Step 2: Context Enrichment
Before reviewing the diffs, identify which additional files from the repository would be helpful to review for context.
Consider:
- Files that are imported or referenced.
- Parent classes or interfaces.
- Related utility files.
- Test files corresponding to changed files.
Reference: Use the guidelines in splitting_reviews.md if the review needs to be subdivided.
Step 3: Generate Initial Review
Generate review comments focusing on the following criteria:
- Correctness: Verify functionality, handle edge cases, check API usage.
- Efficiency: Identify bottlenecks, redundant calculations.
- Maintainability: Assess readability, adherence to style guides.
- Security: Identify potential vulnerabilities.
Guidelines:
- Use the vetted criteria in review_criteria.md.
- Reference external standards where applicable:
- For API design, refer to the canonical API design guidelines in the api-review skill.
- For documentation, refer to the code-documentation skill.
- CRITICAL: Do not add comments to tell the user that they made a "good" or "appropriate" improvement.
Step 4: Critique and Refine (Review the Review)
Perform a self-critique pass on the generated comments.
Filter out or modify comments based on the rules in critique_rules.md.
Ensure that:
- Comments are only on lines that begin with
+ or - in the diff.
- Comments are not merely informational or complimentary.

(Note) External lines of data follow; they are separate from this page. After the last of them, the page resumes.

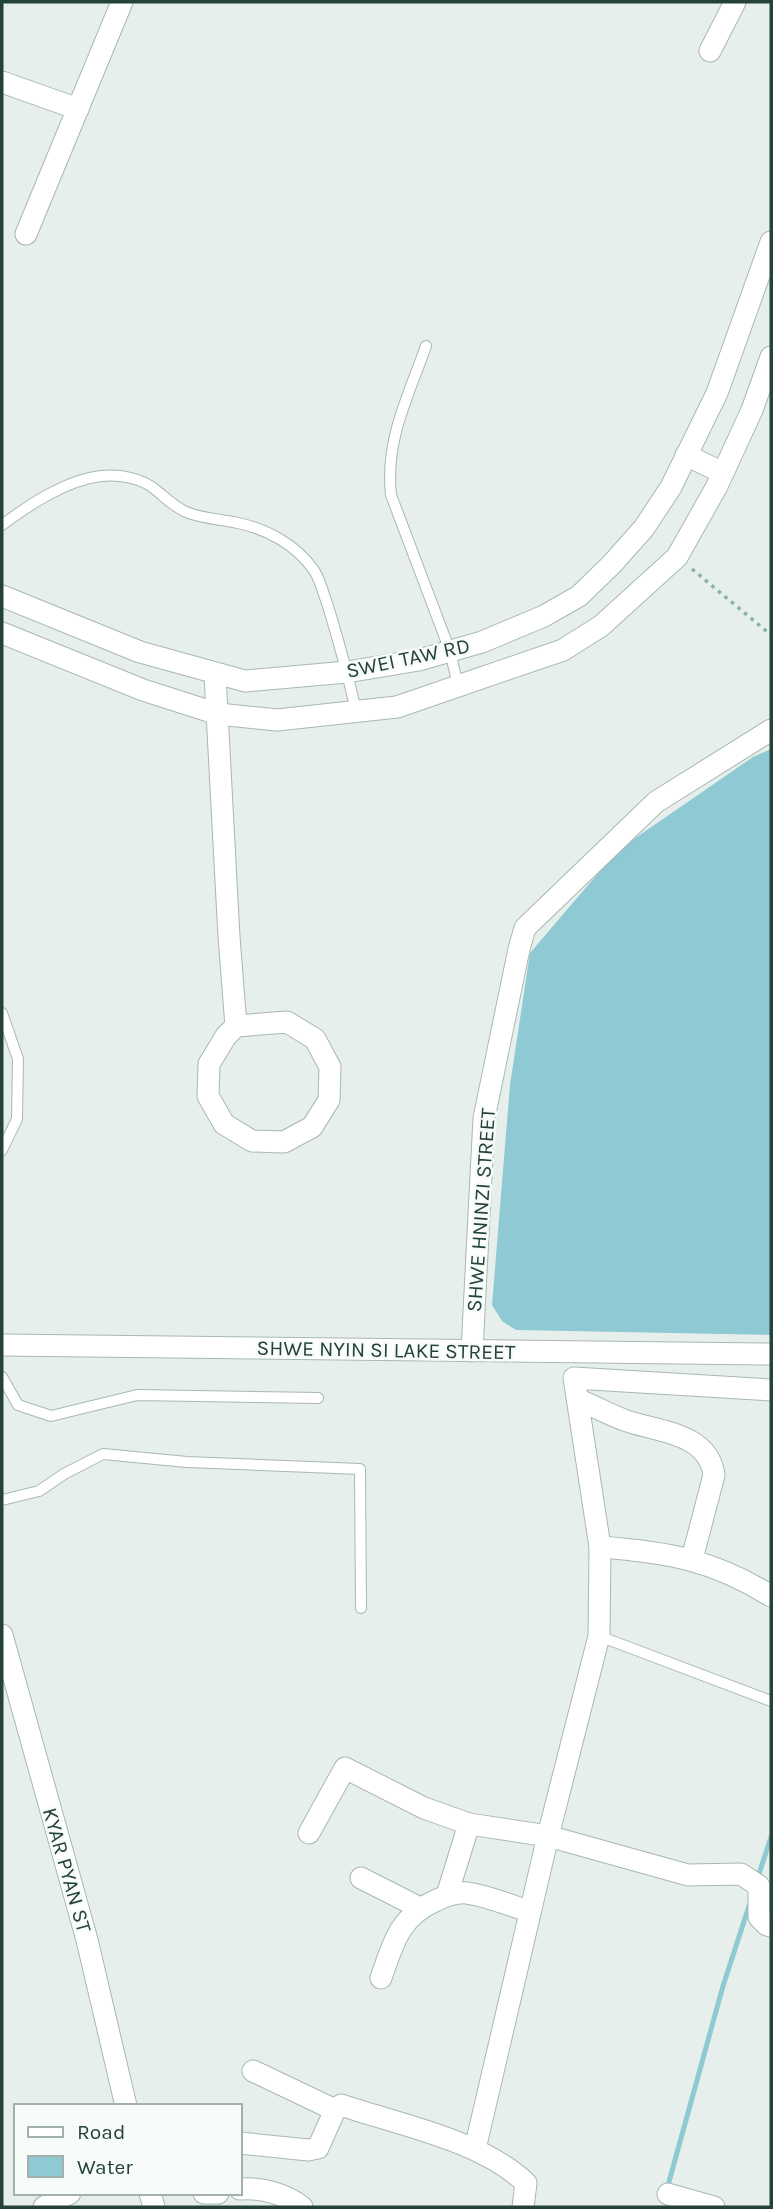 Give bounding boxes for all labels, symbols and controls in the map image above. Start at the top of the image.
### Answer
street label: SWEI TAW RD [344,633,472,683]
street label: SHWE HNINZI STREET [462,1107,500,1313]
street label: SHWE NYIN SI LAKE STREET [257,1336,516,1364]
street label: KYAR PYAN ST [38,1805,96,1936]
legend [14,2104,242,2195]
text: Road [77,2120,125,2144]
text: Water [77,2155,133,2179]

- Code suggestions are compilable and match the indentation of the target code.
Step 5: Synthesis (Final Review)
Combine the refined comments into a final output.
- Deduplicate overlapping comments.
- Prioritize high-severity issues (critical, high).
- Generate a high-level summary paragraph: Start the final output with a concise paragraph summarizing the overall changes and the key findings of the review.
- Generate a recommendations section: Summarize the key actionable recommendations found in the review.
- Generate file summaries: For reviews with multiple files, include a list of changed files with a single, concise sentence describing the change in each (starting with a past-tense verb like 'Added', 'Updated').
- When writing file paths, write them as Markdown links.
- Ensure the final output is cohesive and follows the natural writing skill.
Output Format
The final synthesized review MUST be written to a Markdown file in the conversation's artifact directory (e.g., review_results.md in <appDataDir>/brain/<conversation-id>/) and also displayed to the user.
The review file should contain:
- The high-level summary paragraph.
- File summaries (if applicable).
- The list of review comments, ordered by severity.
- A recommendations section summarizing key actionable feedback.
Each review comment in the list should specify:
- File: The path to the file.
- Line: The line number (anchored to the diff).
- Severity:
critical, high, medium, or low.
- Body: The explanation of the issue.
- Suggestion: (Optional) The specific code replacement.